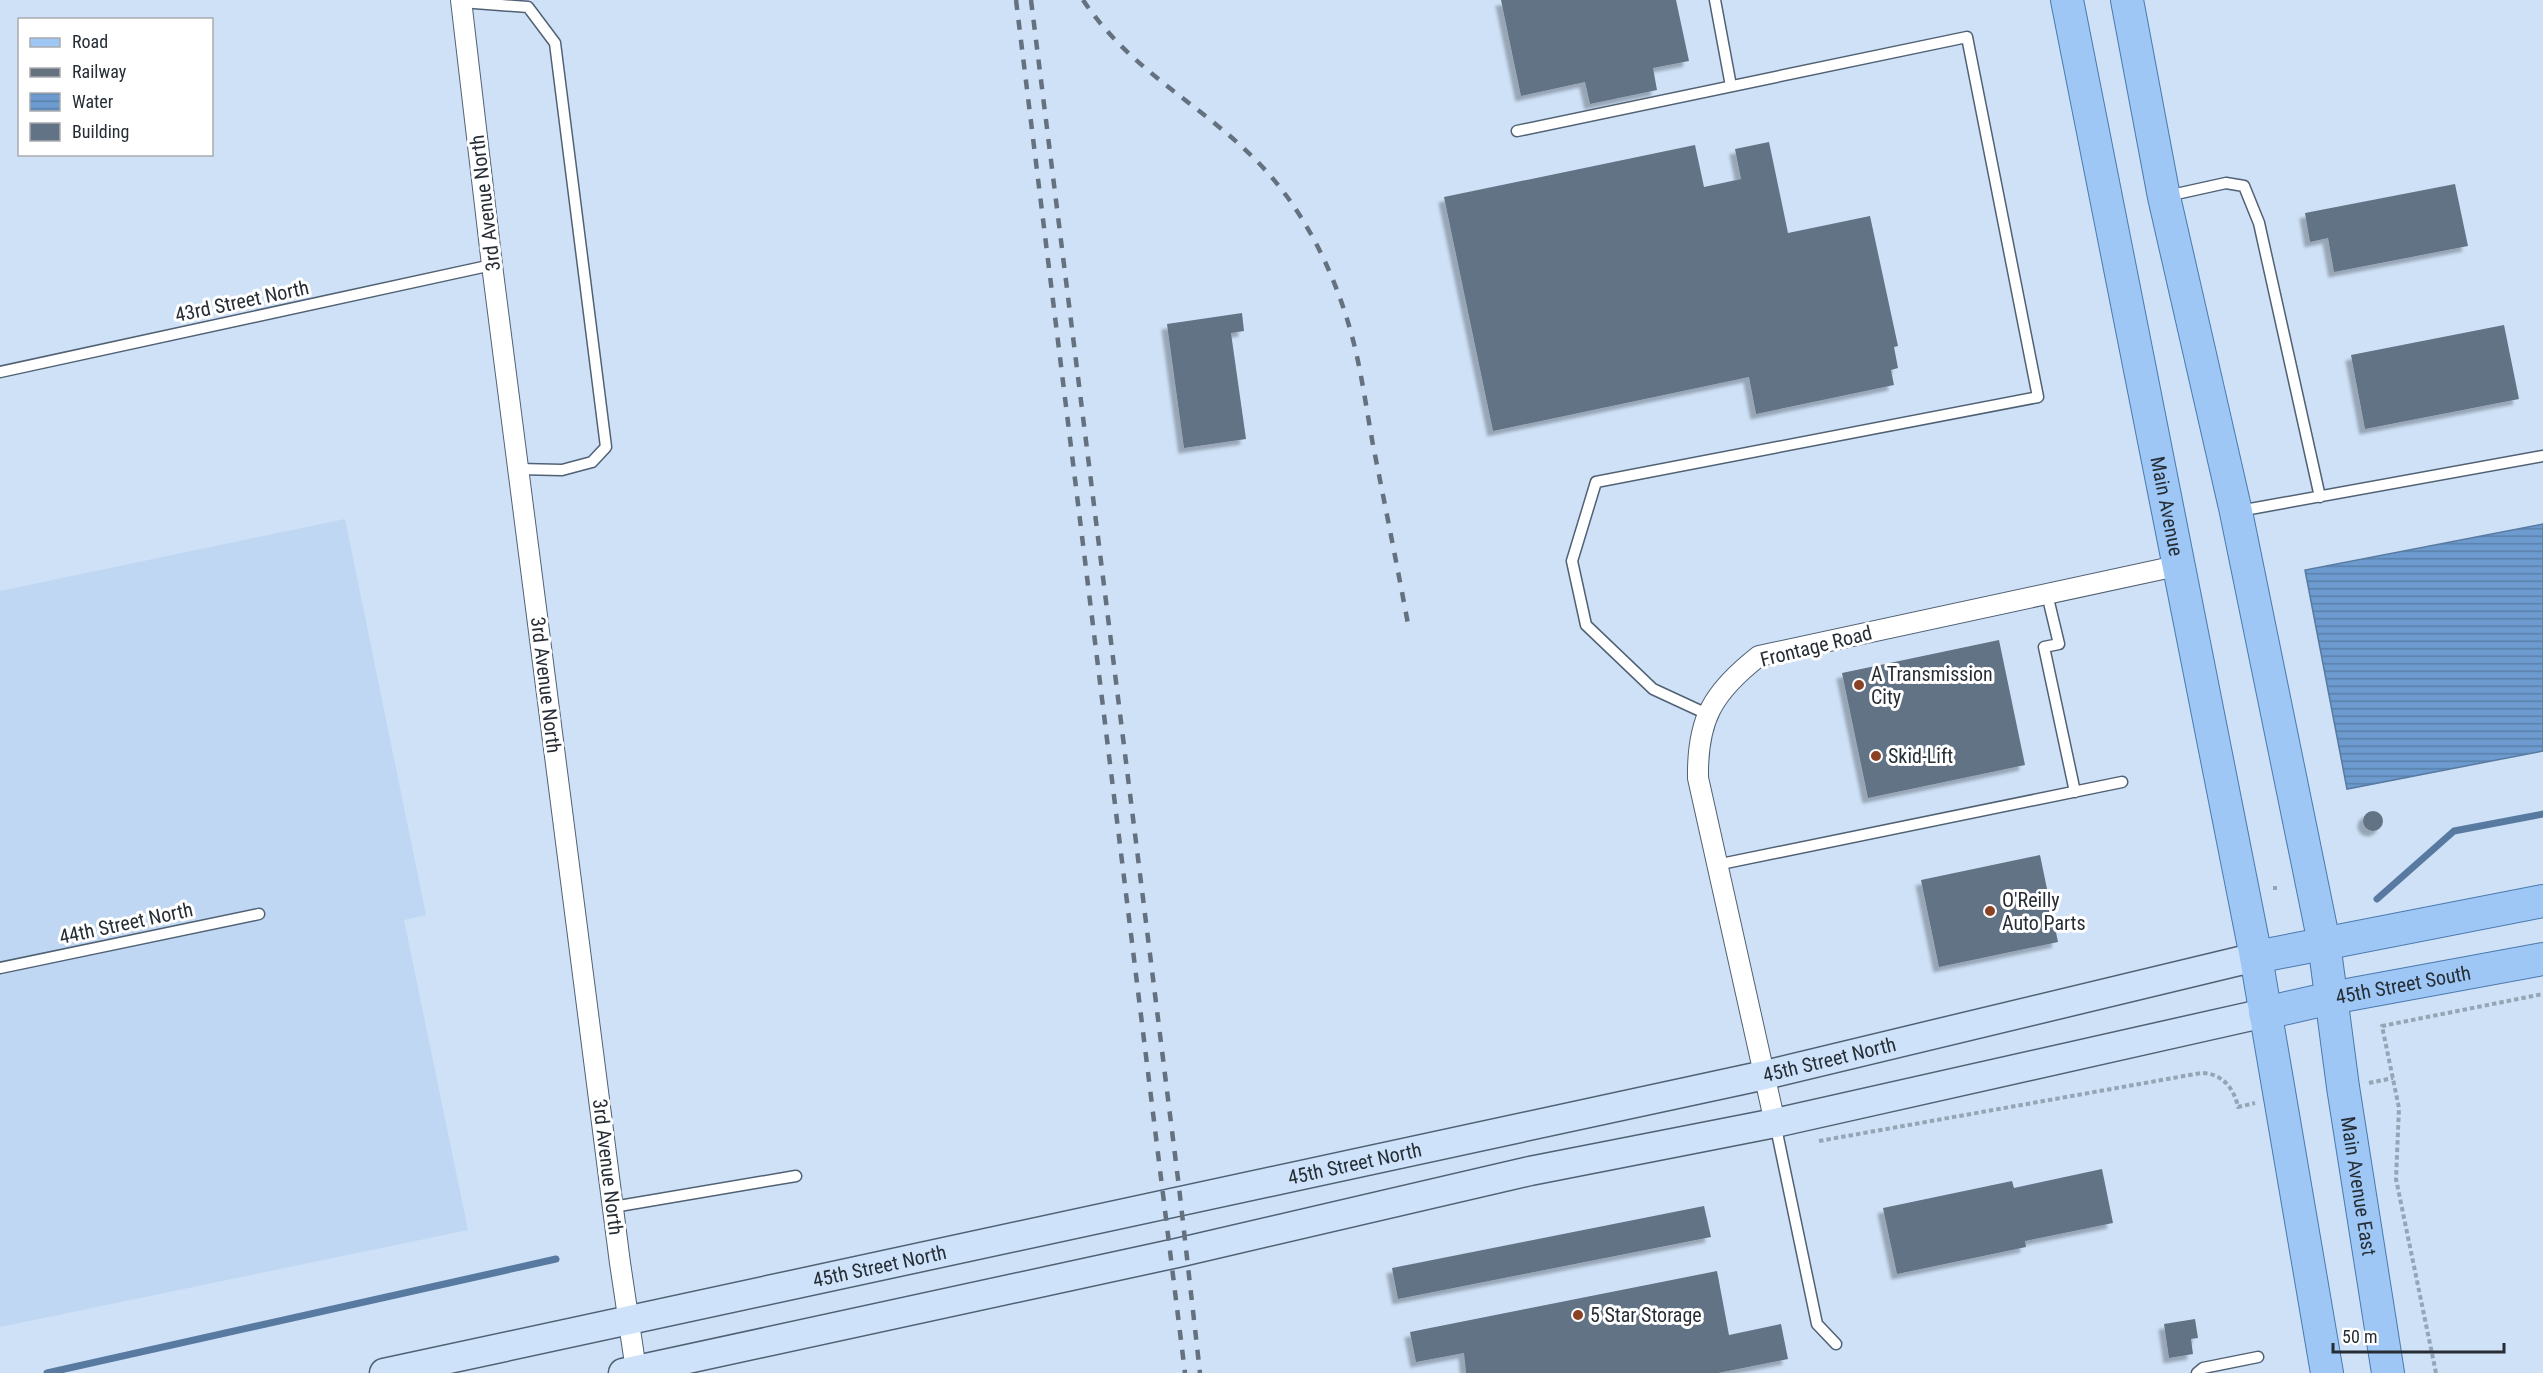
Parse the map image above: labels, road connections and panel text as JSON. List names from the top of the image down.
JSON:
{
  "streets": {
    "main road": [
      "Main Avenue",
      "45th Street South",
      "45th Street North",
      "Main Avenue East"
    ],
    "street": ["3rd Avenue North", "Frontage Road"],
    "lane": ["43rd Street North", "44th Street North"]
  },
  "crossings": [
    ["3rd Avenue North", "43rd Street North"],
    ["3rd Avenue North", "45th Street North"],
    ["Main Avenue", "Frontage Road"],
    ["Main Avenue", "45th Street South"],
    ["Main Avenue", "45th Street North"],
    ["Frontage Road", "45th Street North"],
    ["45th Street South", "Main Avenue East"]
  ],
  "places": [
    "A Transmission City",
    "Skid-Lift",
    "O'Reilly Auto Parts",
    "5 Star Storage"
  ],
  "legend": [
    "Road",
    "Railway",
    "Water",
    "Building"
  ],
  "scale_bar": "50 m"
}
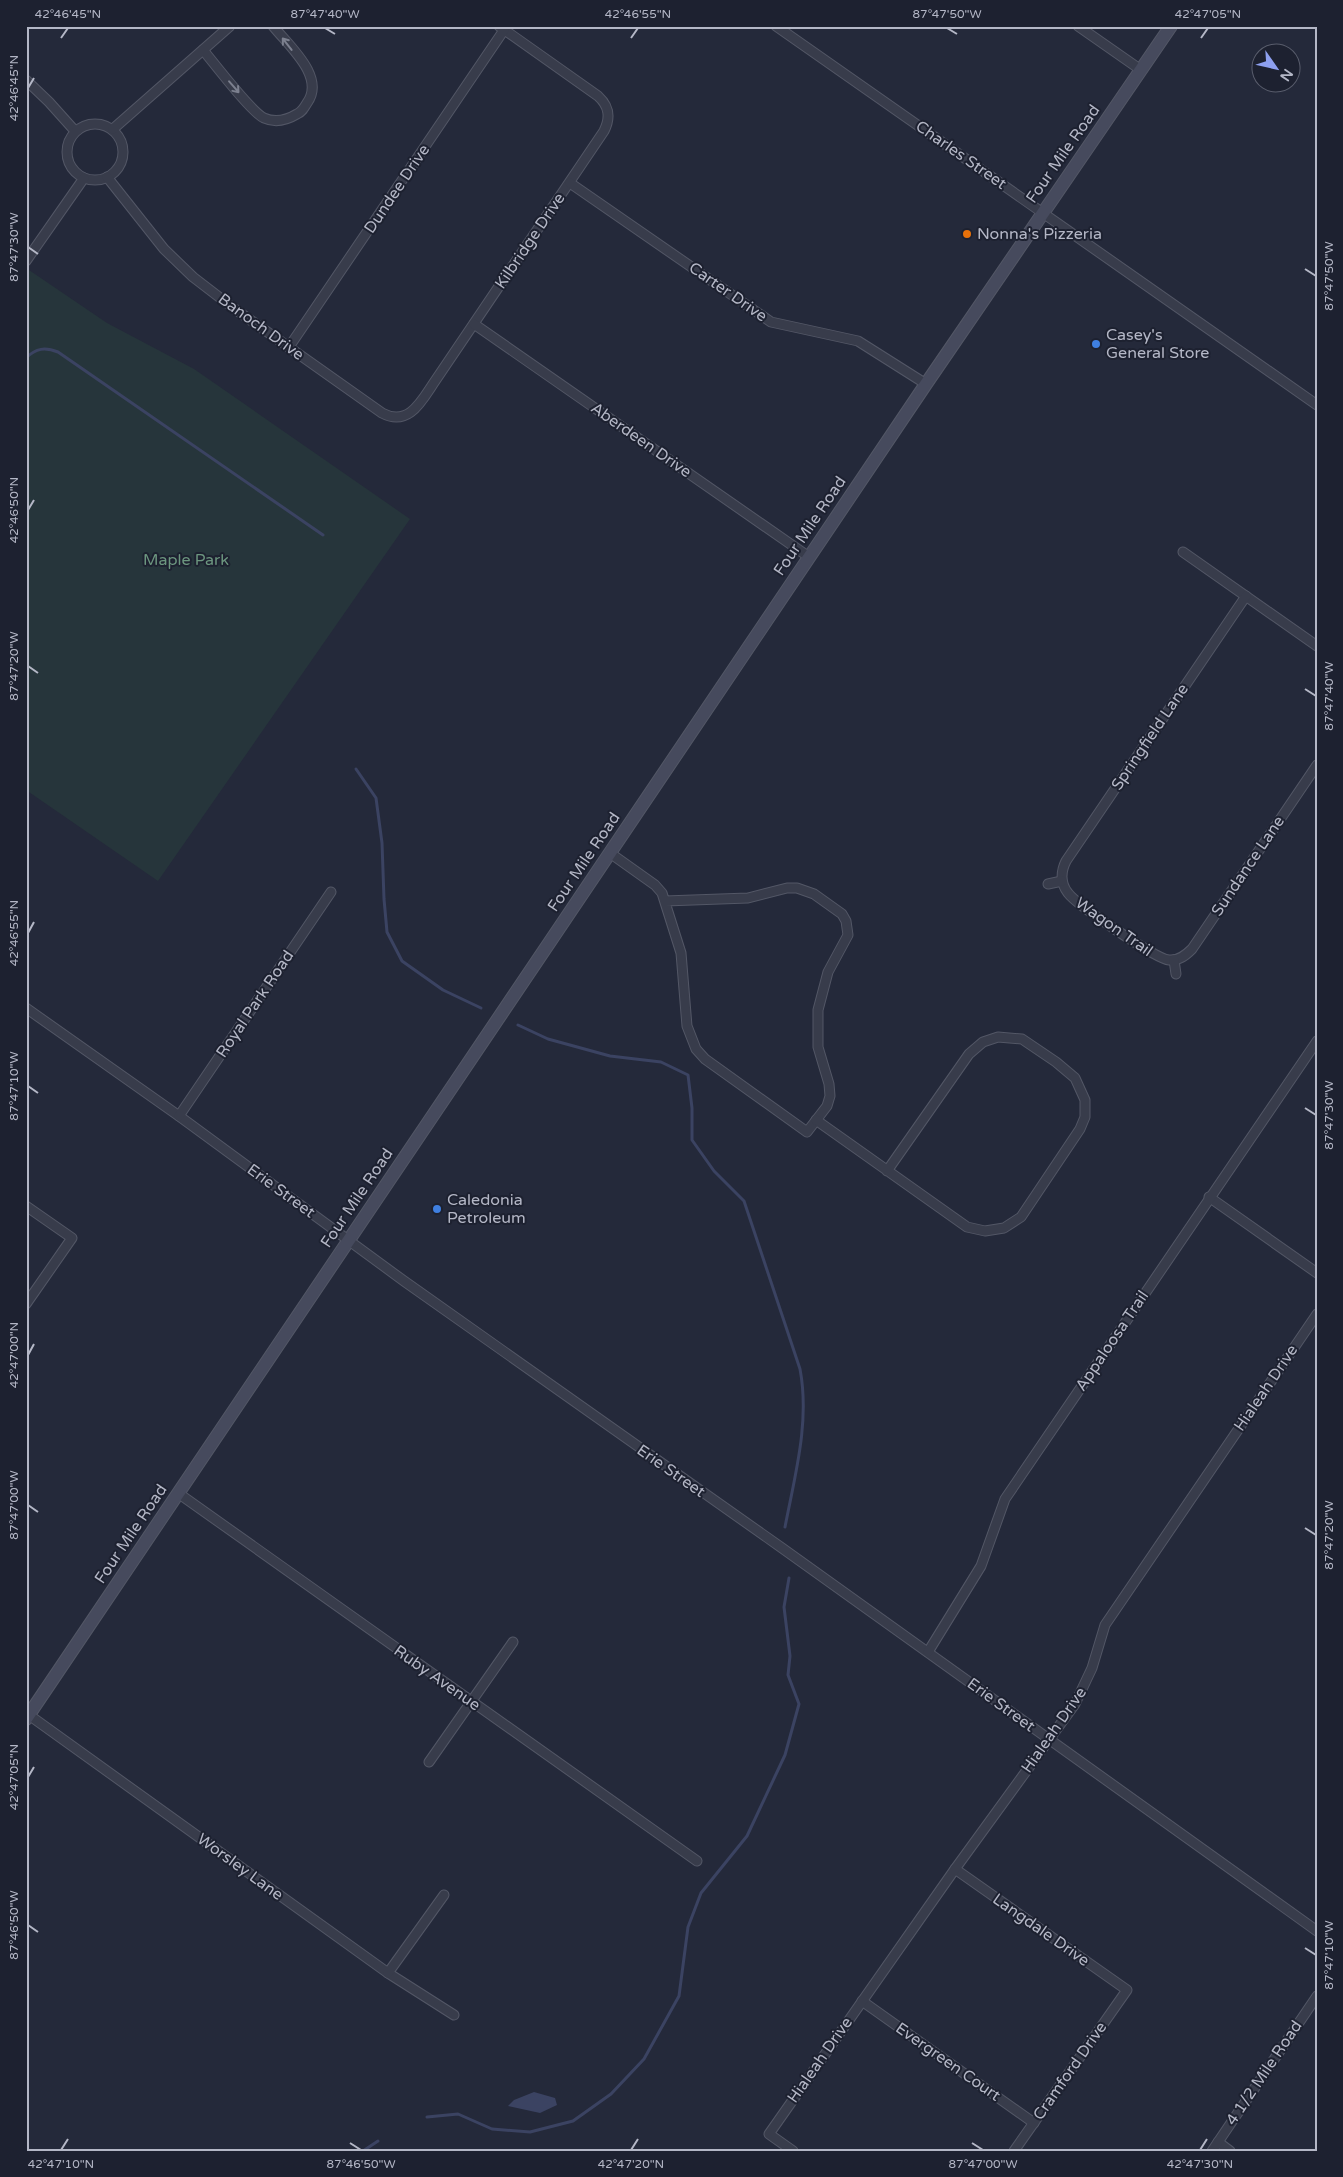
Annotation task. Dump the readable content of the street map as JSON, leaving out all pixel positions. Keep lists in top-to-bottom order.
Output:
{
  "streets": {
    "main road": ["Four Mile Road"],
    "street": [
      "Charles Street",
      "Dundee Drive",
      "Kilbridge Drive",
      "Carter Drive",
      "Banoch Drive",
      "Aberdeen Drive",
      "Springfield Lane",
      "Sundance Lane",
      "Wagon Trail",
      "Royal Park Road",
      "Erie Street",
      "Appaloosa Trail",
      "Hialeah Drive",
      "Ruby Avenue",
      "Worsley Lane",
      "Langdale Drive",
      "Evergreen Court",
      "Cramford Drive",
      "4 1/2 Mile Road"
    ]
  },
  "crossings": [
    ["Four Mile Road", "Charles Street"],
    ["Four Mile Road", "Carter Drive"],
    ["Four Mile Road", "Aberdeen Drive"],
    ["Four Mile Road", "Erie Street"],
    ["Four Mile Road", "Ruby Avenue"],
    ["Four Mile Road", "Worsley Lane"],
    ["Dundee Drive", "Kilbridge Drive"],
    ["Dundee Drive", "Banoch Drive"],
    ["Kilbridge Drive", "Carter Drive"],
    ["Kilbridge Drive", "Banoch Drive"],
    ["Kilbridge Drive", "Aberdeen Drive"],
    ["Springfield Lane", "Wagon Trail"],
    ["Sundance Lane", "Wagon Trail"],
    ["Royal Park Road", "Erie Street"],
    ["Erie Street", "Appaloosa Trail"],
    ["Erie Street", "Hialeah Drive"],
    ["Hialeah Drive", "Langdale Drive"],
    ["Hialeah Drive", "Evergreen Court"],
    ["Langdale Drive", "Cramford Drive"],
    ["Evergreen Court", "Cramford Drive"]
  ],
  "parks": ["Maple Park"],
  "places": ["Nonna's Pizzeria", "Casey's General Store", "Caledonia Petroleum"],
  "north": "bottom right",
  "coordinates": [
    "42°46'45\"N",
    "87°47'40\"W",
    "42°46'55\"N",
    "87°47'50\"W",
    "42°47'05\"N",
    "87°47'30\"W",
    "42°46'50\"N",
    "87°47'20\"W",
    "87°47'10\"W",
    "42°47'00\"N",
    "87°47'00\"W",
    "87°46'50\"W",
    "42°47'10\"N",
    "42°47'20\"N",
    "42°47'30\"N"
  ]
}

## Directions for this task
Copy all lines from the material that contain "Springfield".

## Answer to the problem
      "Springfield Lane",
    ["Springfield Lane", "Wagon Trail"],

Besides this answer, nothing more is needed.